(Work to be completed):
Collect from the data below each line with "legend".

(Records to process):
•••
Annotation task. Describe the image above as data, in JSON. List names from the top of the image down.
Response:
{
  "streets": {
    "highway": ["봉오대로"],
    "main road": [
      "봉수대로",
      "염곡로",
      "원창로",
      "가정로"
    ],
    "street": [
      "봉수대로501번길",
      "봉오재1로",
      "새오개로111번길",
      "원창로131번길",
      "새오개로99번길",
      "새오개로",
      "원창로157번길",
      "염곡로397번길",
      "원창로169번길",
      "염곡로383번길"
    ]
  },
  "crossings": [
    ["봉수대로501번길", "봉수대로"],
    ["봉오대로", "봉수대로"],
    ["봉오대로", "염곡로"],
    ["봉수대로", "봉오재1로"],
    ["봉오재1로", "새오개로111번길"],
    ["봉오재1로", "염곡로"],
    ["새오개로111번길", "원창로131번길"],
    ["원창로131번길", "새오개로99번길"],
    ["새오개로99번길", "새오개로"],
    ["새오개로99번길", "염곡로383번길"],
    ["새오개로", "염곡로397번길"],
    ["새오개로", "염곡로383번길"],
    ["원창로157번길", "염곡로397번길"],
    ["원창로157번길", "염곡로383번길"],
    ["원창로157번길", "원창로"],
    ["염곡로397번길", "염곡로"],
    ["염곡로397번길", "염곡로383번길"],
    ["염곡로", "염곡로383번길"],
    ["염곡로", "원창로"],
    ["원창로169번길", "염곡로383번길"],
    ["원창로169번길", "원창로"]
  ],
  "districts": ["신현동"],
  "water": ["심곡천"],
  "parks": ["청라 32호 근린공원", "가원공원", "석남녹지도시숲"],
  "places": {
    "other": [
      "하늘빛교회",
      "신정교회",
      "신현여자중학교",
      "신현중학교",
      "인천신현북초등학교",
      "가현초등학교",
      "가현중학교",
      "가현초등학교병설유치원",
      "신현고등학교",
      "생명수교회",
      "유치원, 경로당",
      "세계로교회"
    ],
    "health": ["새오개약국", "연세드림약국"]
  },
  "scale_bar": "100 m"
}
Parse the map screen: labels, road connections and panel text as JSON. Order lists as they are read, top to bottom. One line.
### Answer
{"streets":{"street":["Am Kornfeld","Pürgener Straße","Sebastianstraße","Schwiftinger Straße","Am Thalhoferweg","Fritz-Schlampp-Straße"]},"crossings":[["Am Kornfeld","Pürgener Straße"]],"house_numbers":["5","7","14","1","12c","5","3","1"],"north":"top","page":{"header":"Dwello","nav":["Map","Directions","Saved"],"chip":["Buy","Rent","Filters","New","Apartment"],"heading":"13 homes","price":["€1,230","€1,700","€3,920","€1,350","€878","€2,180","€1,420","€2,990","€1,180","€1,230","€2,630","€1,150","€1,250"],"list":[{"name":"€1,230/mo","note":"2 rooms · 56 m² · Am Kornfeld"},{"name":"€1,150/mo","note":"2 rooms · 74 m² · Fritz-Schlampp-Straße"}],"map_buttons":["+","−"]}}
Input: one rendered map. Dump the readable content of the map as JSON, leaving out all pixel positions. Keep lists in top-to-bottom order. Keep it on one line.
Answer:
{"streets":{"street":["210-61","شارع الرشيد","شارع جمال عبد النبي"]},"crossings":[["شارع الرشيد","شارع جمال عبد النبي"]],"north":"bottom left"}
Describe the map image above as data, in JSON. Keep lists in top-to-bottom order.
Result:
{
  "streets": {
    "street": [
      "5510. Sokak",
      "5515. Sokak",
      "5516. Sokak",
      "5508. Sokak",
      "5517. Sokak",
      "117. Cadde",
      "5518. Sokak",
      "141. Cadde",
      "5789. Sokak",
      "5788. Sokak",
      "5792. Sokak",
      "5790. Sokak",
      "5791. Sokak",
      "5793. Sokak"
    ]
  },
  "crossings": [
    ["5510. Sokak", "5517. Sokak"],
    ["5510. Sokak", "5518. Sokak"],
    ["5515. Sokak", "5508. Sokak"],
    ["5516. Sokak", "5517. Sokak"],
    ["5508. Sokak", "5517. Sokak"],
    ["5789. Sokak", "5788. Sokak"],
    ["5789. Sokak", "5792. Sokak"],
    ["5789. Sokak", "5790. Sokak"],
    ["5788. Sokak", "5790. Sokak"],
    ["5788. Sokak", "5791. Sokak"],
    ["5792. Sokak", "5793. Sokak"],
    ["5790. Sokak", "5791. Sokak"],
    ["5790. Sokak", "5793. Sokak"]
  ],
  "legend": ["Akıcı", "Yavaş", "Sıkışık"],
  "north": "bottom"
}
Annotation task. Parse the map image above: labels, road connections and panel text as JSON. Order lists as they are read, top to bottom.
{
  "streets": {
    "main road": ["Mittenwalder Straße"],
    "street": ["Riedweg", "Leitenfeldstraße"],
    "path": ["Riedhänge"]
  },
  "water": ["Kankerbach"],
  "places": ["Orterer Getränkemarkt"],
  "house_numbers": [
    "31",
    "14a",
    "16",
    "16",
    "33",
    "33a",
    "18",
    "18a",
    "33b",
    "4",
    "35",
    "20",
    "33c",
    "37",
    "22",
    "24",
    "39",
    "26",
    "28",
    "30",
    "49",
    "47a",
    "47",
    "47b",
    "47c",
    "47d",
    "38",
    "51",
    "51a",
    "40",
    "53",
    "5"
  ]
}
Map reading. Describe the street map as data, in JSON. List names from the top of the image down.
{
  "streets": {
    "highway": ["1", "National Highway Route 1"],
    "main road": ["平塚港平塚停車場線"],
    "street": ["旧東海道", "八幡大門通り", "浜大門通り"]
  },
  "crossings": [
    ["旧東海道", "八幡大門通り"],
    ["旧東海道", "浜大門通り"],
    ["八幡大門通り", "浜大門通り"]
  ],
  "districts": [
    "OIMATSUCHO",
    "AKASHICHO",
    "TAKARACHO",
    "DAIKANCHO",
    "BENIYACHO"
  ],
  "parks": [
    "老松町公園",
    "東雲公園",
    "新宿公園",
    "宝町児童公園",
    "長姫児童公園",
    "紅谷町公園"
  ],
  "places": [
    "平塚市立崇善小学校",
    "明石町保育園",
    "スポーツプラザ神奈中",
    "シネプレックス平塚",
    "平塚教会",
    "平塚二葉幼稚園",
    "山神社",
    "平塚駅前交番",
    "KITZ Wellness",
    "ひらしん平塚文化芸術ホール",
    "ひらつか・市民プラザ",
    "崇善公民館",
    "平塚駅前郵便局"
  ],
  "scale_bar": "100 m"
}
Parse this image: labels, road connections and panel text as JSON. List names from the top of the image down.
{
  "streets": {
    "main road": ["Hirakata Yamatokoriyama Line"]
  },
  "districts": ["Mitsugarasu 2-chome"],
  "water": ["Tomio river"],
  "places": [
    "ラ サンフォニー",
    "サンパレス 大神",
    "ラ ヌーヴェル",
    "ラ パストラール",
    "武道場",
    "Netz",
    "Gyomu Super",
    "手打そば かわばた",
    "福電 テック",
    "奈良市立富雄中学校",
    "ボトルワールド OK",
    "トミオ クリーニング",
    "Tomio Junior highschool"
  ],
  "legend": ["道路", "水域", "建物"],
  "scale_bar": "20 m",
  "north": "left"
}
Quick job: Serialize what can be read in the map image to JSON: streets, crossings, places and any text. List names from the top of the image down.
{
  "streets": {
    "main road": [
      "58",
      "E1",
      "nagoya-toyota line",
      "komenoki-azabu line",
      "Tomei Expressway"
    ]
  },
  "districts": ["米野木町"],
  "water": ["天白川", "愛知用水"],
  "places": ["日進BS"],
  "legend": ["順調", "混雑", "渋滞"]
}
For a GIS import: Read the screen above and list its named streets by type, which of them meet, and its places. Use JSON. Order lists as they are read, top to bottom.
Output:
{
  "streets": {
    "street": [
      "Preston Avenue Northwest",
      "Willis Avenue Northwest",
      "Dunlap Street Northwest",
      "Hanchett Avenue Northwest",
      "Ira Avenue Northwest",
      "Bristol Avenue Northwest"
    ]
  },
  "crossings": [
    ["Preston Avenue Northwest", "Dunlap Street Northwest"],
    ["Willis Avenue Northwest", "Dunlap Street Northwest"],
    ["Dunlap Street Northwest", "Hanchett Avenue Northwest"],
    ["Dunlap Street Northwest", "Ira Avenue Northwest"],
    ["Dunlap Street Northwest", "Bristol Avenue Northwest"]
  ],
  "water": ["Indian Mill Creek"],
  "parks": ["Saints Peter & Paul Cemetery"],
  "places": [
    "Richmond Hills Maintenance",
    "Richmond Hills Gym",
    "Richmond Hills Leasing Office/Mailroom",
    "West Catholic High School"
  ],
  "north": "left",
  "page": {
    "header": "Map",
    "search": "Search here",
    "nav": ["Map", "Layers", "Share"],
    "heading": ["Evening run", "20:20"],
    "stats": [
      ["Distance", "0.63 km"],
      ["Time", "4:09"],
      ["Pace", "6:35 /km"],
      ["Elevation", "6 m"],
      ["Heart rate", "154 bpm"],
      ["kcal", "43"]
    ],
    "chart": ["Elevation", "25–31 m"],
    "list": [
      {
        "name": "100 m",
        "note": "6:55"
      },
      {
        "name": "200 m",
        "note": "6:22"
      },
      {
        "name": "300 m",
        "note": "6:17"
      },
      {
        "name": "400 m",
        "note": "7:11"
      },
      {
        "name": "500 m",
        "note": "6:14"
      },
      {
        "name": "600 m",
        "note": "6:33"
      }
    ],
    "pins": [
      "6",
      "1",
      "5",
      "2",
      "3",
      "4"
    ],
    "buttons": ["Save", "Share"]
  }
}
•••
(Response area):
  "legend": ["Akıcı", "Yavaş", "Sıkışık"],
  "legend": ["道路", "水域", "建物"],
  "legend": ["順調", "混雑", "渋滞"]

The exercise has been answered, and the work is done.